Spin, TOS gives you all the greeks for each position automatically. I often have multiple legs, and it puts them all together in a very easy to digest format. On the other hand, I also agree that simpler is generally better. More legs can be a pain in the neck to manage without giving much in the way of additional benefits. Commissions and slippage can be painful!! One thing that matters to me in addition to dmo's overall analysis is the distance OTM of my individual options holdings. This tells me what needs more careful attention for possible adjustments.
There is No any "Perfect Option position" without (un)hidden risks as one wished/ expected! "Ask not what your options can do for you, but what you can do with your options." --- OddTrader
it has been a long time since I visited ET, I have been trading options for quite a while and still am trading and profitable to say the least. Maverick74 is this thread still alive? I trade mainly naked with a ratio to provide some kind of hedge, but the hedge is temporary and no naked position can withstand a big move I am saying move like oct 2008. the strategy presented here is fairly interesting.

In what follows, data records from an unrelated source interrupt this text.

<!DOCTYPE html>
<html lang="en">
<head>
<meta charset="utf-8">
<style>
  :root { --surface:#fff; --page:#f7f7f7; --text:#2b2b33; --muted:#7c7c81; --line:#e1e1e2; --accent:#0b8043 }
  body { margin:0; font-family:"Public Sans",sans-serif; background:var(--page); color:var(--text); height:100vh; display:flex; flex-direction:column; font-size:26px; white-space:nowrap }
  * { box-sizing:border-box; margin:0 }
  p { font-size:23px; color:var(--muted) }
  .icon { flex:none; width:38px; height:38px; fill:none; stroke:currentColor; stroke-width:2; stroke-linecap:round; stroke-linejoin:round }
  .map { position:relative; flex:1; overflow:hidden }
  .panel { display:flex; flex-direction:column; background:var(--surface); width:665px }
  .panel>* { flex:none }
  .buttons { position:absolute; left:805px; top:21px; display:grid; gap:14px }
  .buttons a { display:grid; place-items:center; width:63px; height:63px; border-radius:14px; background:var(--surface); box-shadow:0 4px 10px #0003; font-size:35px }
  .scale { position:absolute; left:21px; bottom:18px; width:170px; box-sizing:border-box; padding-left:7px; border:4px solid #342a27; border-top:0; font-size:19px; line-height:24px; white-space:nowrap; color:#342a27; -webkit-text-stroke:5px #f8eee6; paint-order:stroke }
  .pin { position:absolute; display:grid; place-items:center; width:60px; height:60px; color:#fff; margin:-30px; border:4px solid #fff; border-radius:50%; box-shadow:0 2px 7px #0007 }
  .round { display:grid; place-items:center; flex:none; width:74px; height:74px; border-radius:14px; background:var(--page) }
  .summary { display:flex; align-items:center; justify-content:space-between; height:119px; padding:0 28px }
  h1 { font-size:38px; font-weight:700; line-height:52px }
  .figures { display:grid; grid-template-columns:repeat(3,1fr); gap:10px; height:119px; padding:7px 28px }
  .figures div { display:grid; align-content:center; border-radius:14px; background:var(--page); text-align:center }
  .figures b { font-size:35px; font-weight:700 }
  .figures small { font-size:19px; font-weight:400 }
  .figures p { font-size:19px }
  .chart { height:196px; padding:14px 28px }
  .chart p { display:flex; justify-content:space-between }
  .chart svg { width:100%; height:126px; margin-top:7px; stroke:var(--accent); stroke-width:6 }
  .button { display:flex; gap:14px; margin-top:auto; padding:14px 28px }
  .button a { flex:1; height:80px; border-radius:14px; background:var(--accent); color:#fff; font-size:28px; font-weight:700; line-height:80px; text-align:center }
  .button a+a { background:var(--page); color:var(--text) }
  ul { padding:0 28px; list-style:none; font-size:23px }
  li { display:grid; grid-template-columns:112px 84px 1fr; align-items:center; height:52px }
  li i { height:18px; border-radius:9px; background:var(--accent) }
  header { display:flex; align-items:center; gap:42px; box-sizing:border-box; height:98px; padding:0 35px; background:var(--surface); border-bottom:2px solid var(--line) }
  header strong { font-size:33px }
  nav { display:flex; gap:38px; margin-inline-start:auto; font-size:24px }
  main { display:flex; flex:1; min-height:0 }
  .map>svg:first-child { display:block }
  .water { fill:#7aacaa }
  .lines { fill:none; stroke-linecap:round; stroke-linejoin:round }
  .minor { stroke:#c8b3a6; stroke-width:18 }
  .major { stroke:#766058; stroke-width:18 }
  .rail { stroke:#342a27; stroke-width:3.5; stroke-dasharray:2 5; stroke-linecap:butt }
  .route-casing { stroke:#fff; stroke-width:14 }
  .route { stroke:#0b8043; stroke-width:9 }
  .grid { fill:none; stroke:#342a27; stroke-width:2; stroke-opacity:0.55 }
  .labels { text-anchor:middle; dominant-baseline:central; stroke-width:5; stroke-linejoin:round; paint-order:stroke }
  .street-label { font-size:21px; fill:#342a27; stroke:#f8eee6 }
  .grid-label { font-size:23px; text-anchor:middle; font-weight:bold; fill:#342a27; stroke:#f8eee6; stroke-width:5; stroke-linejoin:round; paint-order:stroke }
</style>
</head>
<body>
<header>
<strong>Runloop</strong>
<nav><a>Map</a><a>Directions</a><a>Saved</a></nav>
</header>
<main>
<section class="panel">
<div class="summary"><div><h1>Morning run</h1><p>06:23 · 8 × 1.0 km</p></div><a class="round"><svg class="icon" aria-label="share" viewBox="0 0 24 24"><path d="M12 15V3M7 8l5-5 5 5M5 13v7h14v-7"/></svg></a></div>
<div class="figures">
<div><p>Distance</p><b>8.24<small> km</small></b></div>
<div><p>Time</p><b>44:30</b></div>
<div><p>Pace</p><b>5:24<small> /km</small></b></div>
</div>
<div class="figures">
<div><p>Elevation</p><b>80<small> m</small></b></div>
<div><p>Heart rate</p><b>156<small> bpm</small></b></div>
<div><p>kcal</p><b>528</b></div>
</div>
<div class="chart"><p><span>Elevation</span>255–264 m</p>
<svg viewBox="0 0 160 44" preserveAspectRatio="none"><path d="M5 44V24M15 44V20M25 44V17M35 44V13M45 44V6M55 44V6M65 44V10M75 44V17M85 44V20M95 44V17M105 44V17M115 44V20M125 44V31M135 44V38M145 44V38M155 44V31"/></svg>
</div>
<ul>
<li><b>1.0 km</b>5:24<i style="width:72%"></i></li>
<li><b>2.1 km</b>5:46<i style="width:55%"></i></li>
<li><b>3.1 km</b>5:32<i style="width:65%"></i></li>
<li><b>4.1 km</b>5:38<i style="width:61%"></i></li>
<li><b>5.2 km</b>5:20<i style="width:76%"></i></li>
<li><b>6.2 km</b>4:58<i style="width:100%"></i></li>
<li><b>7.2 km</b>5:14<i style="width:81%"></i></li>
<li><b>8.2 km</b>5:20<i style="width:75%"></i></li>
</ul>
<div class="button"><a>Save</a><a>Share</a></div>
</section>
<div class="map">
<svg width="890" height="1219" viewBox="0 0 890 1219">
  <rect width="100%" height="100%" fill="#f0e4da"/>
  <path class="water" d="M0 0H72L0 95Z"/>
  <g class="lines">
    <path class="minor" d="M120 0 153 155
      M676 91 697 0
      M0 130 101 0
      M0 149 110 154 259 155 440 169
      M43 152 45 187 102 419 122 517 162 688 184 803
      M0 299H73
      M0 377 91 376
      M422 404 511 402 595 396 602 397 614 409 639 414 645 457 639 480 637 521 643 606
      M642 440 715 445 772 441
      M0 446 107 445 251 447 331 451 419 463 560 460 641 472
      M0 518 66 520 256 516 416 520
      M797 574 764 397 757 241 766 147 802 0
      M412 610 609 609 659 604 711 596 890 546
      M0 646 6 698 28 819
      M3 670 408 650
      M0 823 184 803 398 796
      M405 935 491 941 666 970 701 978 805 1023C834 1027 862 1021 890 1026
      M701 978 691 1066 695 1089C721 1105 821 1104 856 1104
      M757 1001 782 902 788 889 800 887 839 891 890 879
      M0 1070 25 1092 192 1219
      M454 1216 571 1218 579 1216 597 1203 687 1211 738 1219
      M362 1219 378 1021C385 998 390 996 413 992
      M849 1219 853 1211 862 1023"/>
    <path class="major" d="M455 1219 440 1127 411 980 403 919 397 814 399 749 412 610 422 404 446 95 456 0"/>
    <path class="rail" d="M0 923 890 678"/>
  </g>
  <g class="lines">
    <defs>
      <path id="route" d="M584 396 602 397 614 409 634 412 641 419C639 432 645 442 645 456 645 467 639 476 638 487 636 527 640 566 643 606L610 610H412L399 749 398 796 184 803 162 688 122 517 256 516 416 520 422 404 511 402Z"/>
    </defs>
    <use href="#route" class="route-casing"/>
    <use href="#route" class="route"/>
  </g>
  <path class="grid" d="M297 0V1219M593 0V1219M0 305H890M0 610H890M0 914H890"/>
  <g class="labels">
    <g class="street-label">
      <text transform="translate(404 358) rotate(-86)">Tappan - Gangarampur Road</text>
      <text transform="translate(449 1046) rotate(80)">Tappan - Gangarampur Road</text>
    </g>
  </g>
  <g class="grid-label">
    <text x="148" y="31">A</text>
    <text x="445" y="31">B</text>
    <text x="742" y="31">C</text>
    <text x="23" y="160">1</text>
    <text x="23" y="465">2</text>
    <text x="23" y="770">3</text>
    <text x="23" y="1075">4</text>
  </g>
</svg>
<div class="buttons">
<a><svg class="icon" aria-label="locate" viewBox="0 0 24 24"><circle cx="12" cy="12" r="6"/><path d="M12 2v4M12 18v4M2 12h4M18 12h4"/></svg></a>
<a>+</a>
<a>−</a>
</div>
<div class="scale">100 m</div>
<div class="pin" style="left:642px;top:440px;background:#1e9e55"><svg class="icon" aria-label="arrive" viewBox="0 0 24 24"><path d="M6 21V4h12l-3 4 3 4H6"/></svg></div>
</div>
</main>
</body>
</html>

I give it some thoughts thou it is not perfect and do has some risk but the risk is well confine and if a big move occur this will hit a home run. If the thread is alive we can kick back to discussion
I finally has time to go thru all the posting. I guess Maverick74 has left this thread. Maybe there is better strategy but again I guess there is no better strategy it is how you manage the position. the thread started in 2002 I wasn't even trading options back then, I wonder is Maverick born in 1974 judging from the nick? Anyway here is my thought on this perfect position. Of course we do understand there is no risk free trade, if there is ever a risk free trade than 1 can do it a million contract or how many his account can take in since it is risk free. There can be low risk but not risk free at least I haven't found one yet. This position in general benefit from a big move up or down since the back month has a extra long, so the bigger the move the better it will be for this position. If stock remain the front month earn the time decay which help to offset the back month decay loss, of course it depend on the IV. The position will suffer if it go up or down slowly at the 105 or 95 level where the front month butterfly hit max loss and the back month spread long leg is ATM. The back month may or may not have a profit depending on IV at that time. But let do the maths, what is the probabilty that stock remain at 100 (very slim), stock remain at 97 - 103 (quite high where you earn some premium from front month). Stock shoot below 90 or above 110 (slim), stock at 95 - 97 or 103 -105 (pretty high). 1 way out would be as stock move at certain strike interval keep throwing in the position. so as time goes by you build up a series of position and some will take it max loss and some will hit home run, hopefully when you net off you have some profit. But this position has a total of 10 leg, if you build up position it get messy and you get a free migraine as well. What do you guys think? Everyone has their perfect position, well this position do look interesting but I guess I wont probably take it until I do further more research as my brain cell is getting fewer and fewer
This thread is really old. When it was started, it was meant to be an academic exercise, not a revealing of some secret strategy. No option strategy "works or doesn't work". Good traders make money, bad traders don't. I didn't invent the strategy. It was covered in detail in Baird's book "Option Market Making". The general idea is to be short front month premium and long back month premium. That's a very broad idea and ambiguous for most traders. Market makers manage a large book of options and so they will have positions in just about every strike on the chain. So to help them keep order to their book, they generally tend to build flys where they can. Being that they can earn the edge on each individual strike, it makes sense. This is not a position that one just "puts on". At best you could leg into various aspects of this position. But then of course you have to get out. I have learned over the years that getting into option positions is easy. Getting out, much harder.